Multi-scale Predictability of High-Impact Upper Tropospheric Ice Clouds for Air Force Platforms

Abstract

The accurate prediction of the Upper Troposphere and Lower Stratosphere (UTLS) environment is critical to the success of US Air Force operations. The weapon, reconnaissance, and communication systems may be adversely affected by upper tropospheric ice clouds, high impact optical turbulence (OT) and clear air turbulence (CAT) layers in the UTLS region. Non-homogeneous, anisotropic, shear-stratified flow computations in the UTLS require that a fine mesh be used to encompass all pertinent multiscales. This, coupled with stiff velocity and temperature gradient profiles, presents significant challenges for nesting and adaptive gridding. Our approach is based on vertical nesting and adaptive vertical gridding in nested mesoscale WRF/microscale codes. The inner nest of WRF (1 km grid in the horizontal, 150 levels in the vertical) is coupled with a sequence of embedded microscale nests, both horizontally and vertically. The fully three-dimensional, moist, compressible, non-hydrostatic Navier-Stokes equations are solved with a stretched, adaptive grid in the vertical.

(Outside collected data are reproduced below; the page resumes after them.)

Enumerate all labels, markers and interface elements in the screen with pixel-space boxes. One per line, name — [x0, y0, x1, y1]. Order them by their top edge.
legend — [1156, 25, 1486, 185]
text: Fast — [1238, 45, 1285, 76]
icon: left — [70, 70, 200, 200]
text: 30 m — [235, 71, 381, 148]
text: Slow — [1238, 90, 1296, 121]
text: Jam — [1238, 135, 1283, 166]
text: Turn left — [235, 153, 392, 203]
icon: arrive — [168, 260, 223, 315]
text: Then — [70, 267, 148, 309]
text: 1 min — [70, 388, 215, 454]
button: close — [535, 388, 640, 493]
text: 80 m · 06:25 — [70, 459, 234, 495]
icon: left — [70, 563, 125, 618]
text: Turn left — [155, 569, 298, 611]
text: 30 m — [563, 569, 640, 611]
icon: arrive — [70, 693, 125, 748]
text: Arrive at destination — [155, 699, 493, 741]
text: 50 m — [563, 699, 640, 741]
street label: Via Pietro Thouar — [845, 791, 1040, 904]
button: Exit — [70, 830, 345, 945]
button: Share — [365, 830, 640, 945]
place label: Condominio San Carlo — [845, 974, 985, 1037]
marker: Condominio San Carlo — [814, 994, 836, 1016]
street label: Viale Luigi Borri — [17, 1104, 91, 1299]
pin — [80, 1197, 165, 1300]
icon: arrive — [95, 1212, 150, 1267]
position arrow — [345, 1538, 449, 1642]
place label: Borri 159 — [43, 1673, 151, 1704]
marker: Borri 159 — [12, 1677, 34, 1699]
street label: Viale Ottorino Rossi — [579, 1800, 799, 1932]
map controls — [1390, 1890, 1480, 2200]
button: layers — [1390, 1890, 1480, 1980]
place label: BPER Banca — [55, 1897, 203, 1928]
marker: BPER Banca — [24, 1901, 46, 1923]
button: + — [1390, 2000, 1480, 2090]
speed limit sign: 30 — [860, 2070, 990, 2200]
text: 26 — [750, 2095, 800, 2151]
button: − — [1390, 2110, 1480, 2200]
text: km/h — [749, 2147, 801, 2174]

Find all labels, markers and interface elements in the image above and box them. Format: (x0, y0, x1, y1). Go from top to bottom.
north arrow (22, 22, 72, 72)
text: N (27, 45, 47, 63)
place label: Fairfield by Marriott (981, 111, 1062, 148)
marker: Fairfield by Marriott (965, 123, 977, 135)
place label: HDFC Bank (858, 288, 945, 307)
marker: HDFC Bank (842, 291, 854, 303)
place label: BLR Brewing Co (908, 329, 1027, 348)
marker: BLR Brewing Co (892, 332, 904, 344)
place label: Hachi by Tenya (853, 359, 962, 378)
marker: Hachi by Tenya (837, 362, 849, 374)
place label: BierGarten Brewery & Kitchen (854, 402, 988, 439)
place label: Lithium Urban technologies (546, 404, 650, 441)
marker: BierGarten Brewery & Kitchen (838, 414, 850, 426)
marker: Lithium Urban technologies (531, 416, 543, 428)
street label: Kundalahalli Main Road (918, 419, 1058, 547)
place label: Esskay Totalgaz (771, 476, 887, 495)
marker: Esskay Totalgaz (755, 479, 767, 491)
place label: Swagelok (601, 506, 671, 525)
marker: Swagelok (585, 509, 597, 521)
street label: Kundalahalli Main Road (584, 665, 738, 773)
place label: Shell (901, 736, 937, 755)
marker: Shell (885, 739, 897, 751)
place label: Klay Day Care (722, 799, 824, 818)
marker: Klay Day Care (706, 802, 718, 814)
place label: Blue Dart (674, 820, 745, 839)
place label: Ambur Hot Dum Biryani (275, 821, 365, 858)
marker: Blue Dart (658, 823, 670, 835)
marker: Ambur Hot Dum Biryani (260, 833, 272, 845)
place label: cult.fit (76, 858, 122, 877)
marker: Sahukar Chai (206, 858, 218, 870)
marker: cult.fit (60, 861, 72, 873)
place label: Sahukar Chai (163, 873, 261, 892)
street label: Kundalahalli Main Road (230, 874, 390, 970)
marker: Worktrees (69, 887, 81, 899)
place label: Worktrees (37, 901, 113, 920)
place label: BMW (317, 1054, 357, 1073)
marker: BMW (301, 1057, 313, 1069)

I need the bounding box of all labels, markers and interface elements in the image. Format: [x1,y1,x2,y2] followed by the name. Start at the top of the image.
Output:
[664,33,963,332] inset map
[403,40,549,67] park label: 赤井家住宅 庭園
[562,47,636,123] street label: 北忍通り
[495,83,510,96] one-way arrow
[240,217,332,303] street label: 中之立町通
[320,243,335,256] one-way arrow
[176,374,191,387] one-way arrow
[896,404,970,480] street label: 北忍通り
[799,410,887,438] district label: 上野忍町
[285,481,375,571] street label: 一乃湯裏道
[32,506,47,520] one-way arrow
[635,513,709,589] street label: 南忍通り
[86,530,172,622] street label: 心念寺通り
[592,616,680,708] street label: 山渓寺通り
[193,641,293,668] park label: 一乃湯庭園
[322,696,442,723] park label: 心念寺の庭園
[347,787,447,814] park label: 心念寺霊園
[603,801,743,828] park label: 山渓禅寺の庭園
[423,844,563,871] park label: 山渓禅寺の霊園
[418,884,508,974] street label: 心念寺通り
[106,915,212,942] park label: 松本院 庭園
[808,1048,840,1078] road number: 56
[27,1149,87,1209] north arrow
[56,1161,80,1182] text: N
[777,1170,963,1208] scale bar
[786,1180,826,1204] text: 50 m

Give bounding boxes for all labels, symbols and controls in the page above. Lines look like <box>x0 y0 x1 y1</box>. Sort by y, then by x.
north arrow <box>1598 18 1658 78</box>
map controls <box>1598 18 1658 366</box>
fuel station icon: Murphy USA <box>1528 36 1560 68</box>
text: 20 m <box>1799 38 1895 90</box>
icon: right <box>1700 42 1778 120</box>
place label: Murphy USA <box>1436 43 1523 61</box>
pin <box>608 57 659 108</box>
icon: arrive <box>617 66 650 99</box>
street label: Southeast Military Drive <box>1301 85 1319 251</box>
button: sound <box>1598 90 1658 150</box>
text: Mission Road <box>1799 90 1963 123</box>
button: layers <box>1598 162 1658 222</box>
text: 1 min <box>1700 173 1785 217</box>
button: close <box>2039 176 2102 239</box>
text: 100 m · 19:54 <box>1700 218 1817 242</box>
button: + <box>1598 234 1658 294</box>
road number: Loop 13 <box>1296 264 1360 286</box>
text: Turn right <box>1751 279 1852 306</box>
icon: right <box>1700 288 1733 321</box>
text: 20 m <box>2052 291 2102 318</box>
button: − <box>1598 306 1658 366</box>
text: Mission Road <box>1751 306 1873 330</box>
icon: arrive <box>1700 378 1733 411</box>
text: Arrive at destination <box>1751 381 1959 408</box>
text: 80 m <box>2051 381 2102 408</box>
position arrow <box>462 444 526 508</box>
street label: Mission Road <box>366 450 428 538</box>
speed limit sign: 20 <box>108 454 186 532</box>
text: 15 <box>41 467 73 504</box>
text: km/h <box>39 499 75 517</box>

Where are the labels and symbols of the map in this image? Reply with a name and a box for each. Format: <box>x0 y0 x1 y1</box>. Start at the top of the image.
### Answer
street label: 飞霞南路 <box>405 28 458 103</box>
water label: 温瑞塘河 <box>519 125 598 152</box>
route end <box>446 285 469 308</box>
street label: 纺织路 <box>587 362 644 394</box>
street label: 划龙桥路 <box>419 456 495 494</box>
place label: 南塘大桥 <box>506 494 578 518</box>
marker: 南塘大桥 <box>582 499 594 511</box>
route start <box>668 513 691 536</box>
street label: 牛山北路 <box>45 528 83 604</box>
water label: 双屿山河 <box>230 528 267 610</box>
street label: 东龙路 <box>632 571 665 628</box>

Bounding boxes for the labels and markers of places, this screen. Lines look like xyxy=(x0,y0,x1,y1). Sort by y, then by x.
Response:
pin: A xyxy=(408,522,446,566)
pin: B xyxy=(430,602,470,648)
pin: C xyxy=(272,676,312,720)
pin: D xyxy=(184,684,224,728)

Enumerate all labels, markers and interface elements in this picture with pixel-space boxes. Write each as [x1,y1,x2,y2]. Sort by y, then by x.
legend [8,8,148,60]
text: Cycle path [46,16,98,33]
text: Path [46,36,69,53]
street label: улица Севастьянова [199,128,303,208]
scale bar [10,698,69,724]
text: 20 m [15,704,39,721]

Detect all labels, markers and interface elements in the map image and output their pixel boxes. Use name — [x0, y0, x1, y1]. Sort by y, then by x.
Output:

An adaptive, staggered grid mesh is used in the vertical, with a grid spacing down to a few meters in the UTLS region. For nesting, both lateral and vertical boundary conditions are treated via relaxation zones where the velocity and temperature fields are relaxed to those obtained from the WRF inner nest. Temporal discretization uses an adaptive time-split integration scheme and the Thompson microphysics parameterization scheme. This methodology is applied to the analysis of field data from recent campaigns of measurements. Our real case simulations are based on real initial and boundary conditions from high resolution T799 L91 ECMWF analysis data.